**Exercise details**: Produce one exact copy of the records, no pictures.

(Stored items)
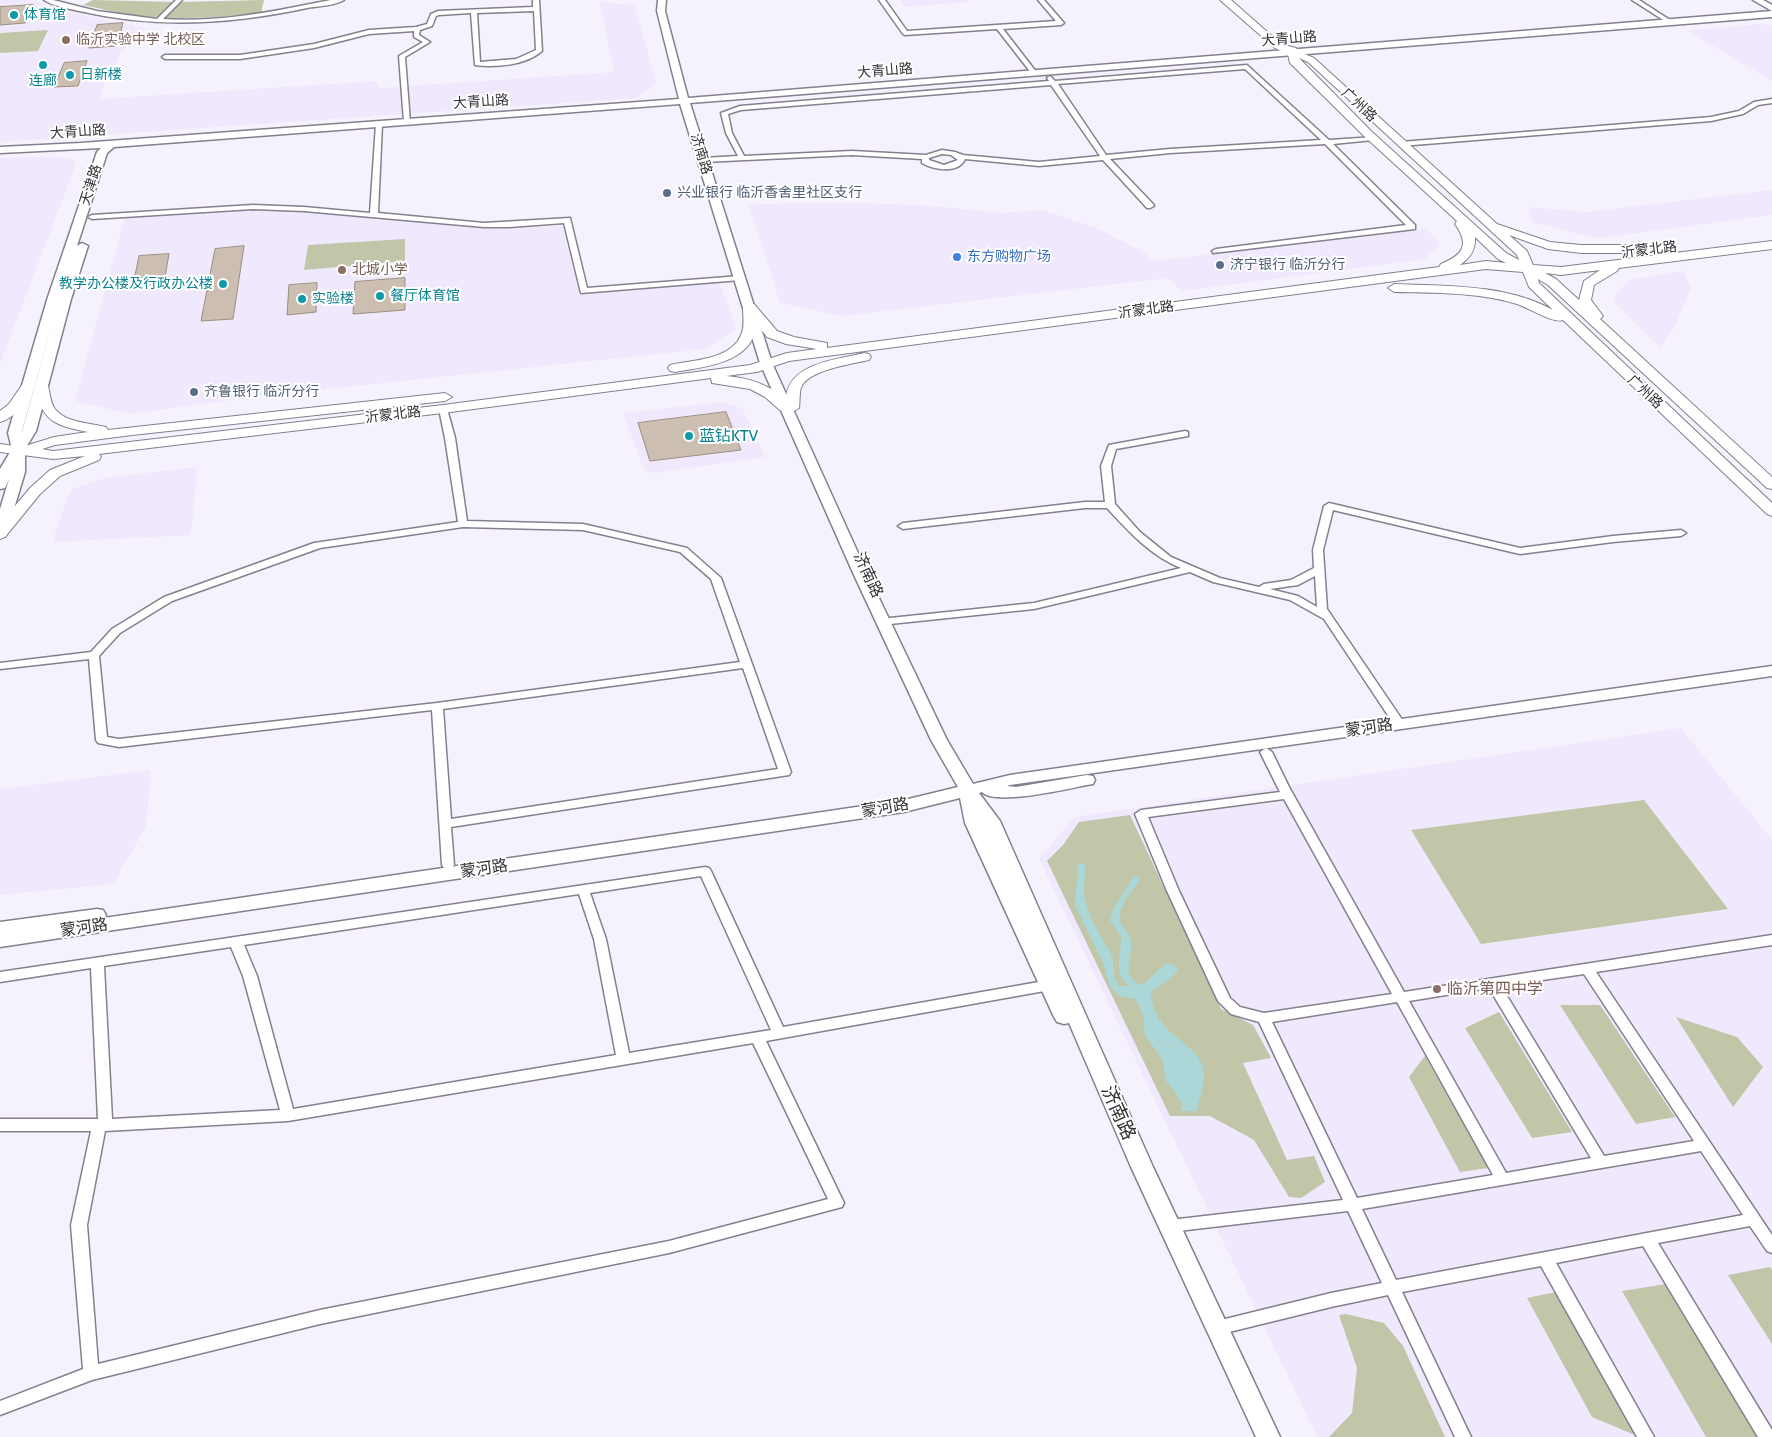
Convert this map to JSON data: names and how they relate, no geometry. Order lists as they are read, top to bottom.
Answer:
{
  "streets": {
    "main road": ["广州路", "沂蒙北路"],
    "street": [
      "大青山路",
      "济南路",
      "天津路",
      "蒙河路"
    ]
  },
  "crossings": [
    ["大青山路", "广州路"],
    ["大青山路", "济南路"],
    ["大青山路", "天津路"],
    ["广州路", "沂蒙北路"],
    ["济南路", "沂蒙北路"],
    ["济南路", "蒙河路"],
    ["天津路", "沂蒙北路"]
  ],
  "places": [
    "体育馆",
    "临沂实验中学 北校区",
    "连廊",
    "日新楼",
    "兴业银行 临沂香舍里社区支行",
    "东方购物广场",
    "济宁银行 临沂分行",
    "北城小学",
    "教学办公楼及行政办公楼",
    "餐厅体育馆",
    "实验楼",
    "齐鲁银行 临沂分行",
    "蓝钻KTV",
    "临沂第四中学"
  ]
}
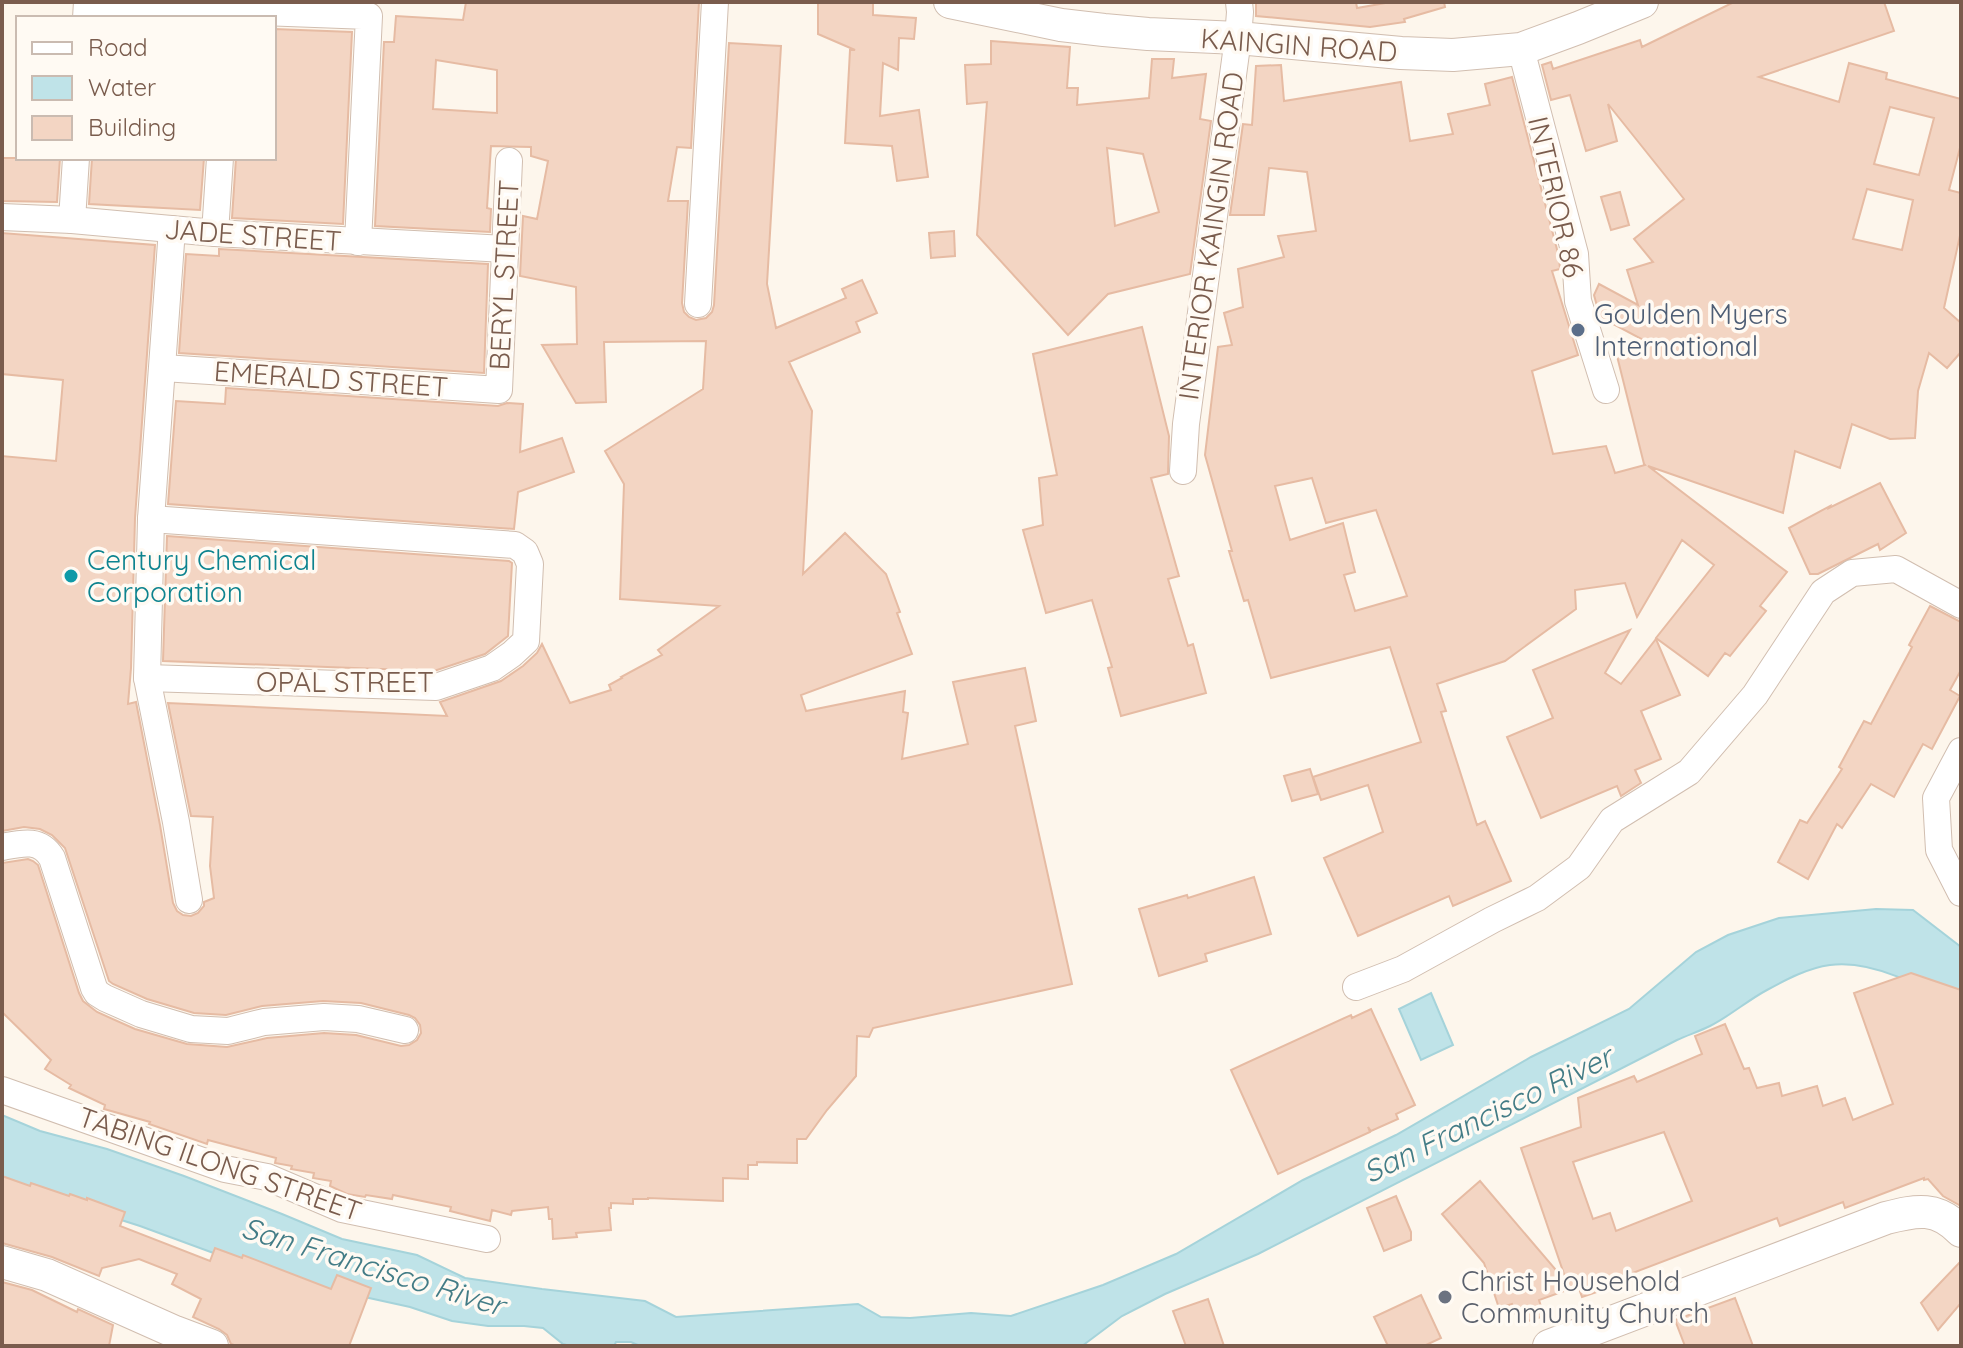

**Solution**:
Convert this map to JSON data: names and how they relate, no geometry. Order lists as they are read, top to bottom.
Answer:
{
  "streets": {
    "main road": ["广州路", "沂蒙北路"],
    "street": [
      "大青山路",
      "济南路",
      "天津路",
      "蒙河路"
    ]
  },
  "crossings": [
    ["大青山路", "广州路"],
    ["大青山路", "济南路"],
    ["大青山路", "天津路"],
    ["广州路", "沂蒙北路"],
    ["济南路", "沂蒙北路"],
    ["济南路", "蒙河路"],
    ["天津路", "沂蒙北路"]
  ],
  "places": [
    "体育馆",
    "临沂实验中学 北校区",
    "连廊",
    "日新楼",
    "兴业银行 临沂香舍里社区支行",
    "东方购物广场",
    "济宁银行 临沂分行",
    "北城小学",
    "教学办公楼及行政办公楼",
    "餐厅体育馆",
    "实验楼",
    "齐鲁银行 临沂分行",
    "蓝钻KTV",
    "临沂第四中学"
  ]
}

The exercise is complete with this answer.